Два исключения — это новогвинейские поющие собаки и австралийские собаки динго. Оба вида поддаются социализации как обычные домашние собаки, выглядят очень похоже на них, а генетически довольно близки к азиатским породам. Тем не менее эти собаки одичали не менее 5 тыс. лет назад и до сих пор живут в экосистемах, где нет волков. Исследователи полагают, что ни один из этих двух видов не подвергался целенаправленному разведению человеком.
Вероятно, динго и поющие собаки — ближайшие современные родственники древних протособак. Если протособаки действительно одомашнились сами, то динго и поющие собаки должны хорошо уметь интерпретировать человеческие жесты.
Ради удобства я решил протестировать новогвинейских поющих собак. В Новую Гвинею для этого ехать не требовалось. В районе реки Рог, неподалеку от города Юджин, штат Вашингтон, работает Дженис Колер-Мацник. Она руководит Обществом по сохранению новогвинейских поющих собак. У нее есть специальный питомник, где она выращивает популяцию этих животных. Поющие собаки эндемики альпийских лугов Новой Гвинеи. Они могут забираться в горы на высоту до 5 тыс. м, это почти на 300 м больше, чем высочайшая точка Скалистых Гор. Новогвинейские поющие собаки — единственные представители семейства псовых (за исключением эфиопского волка), способные жить на таких высотах. Они удивительно напоминают кошек и даже могут взбираться на деревья, где иногда воруют добычу у орлов-гарпий.
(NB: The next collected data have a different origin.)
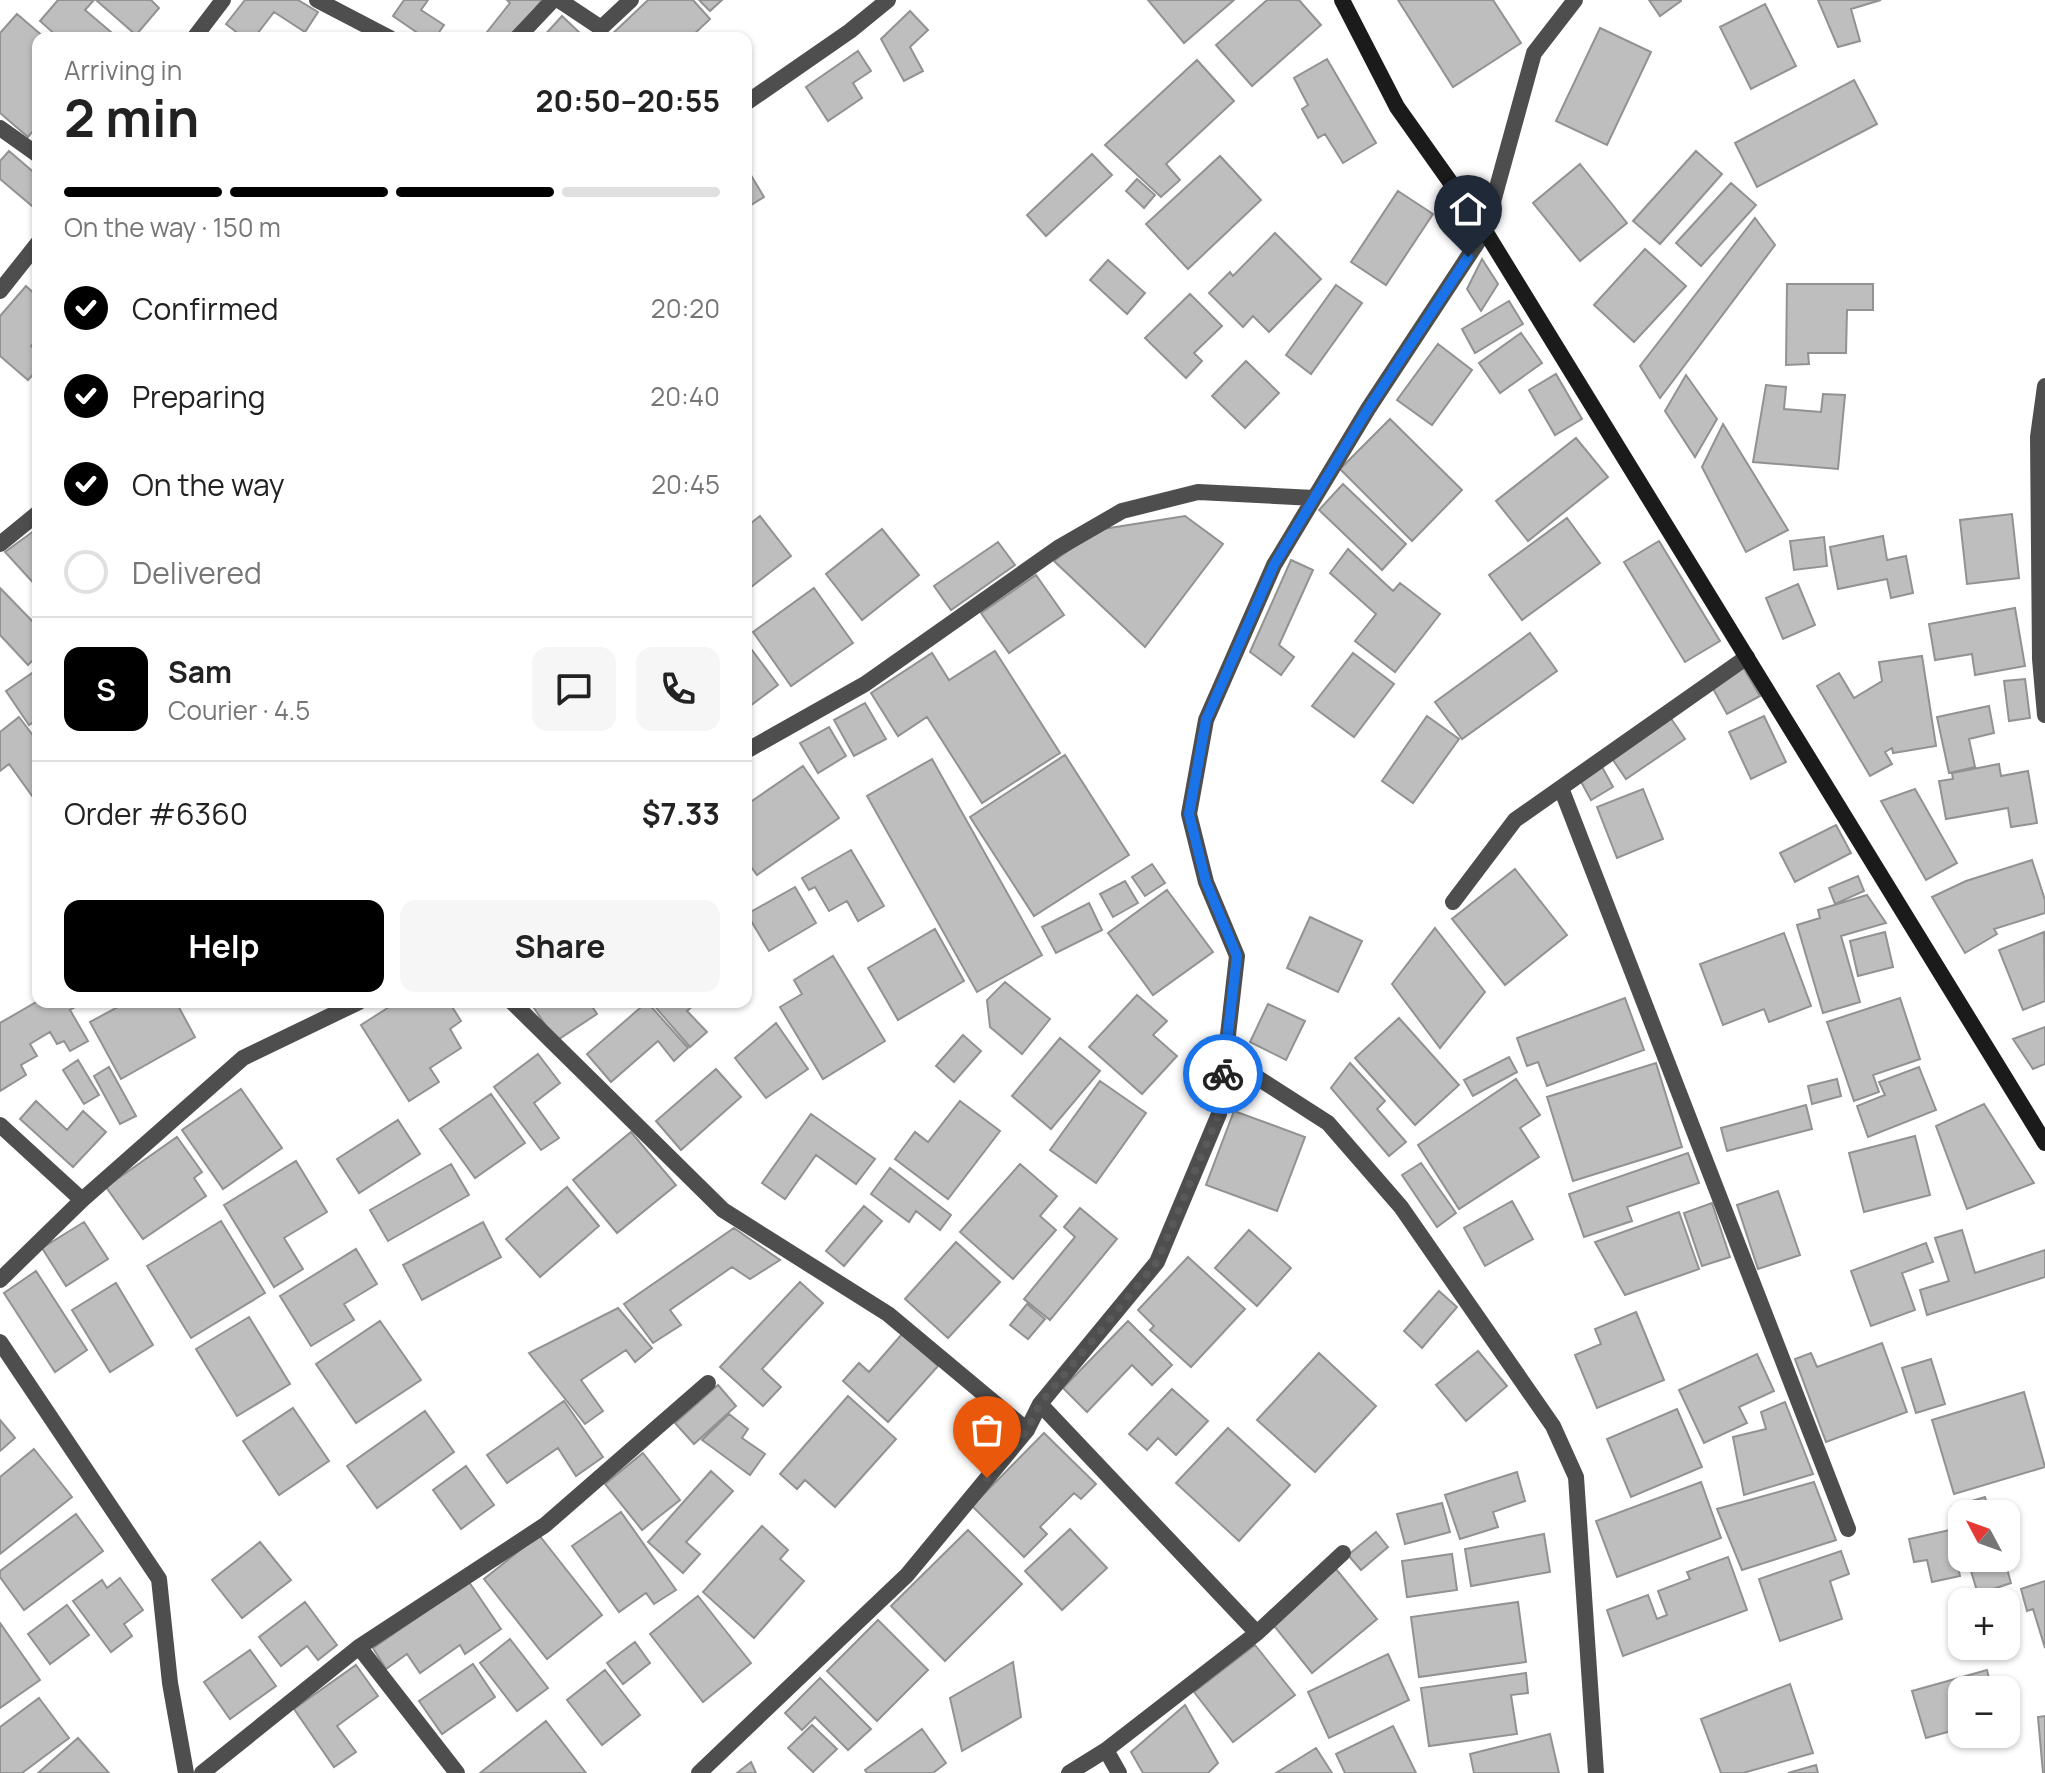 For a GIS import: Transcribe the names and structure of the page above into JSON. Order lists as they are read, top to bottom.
{
  "north": "top left",
  "page": {
    "heading": ["2 min", "Arriving in", "20:50–20:55"],
    "panel": [
      "Sam",
      "Courier · 4.5",
      "Order #6360",
      "$7.33"
    ],
    "bar": "On the way · 150 m",
    "list": [
      ["Confirmed", "20:20"],
      ["Preparing", "20:40"],
      ["On the way", "20:45"],
      "Delivered"
    ],
    "round": "S",
    "buttons": ["Help", "Share"],
    "map_buttons": ["+", "−"]
  }
}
Кроме того, это наиболее похотливые животные из всех псовых. Они регулярно мастурбируют, а также кусают друг друга за гениталии — как игриво, так и агрессивно. Во время спаривания самки издают высокий визг, длящийся примерно по три минуты кряду. Этот звук оказывает возбуждающий эффект не только на других новогвинейских поющих собак, но и на обычных домашних, которые могут его услышать. Новогвинейские поющие собаки — один из наиболее редких видов псовых во всем мире.
Когда мы с коллегой Викторией Уоббер прибыли на место, нас встречали жуткие звуки собачьего пения. Каждая собака может петь на своей ноте и держать эту ноту секунд пять, пока не начнет завывать снова. Получается хор, одновременно напоминающий и волчий вой, и пение китов.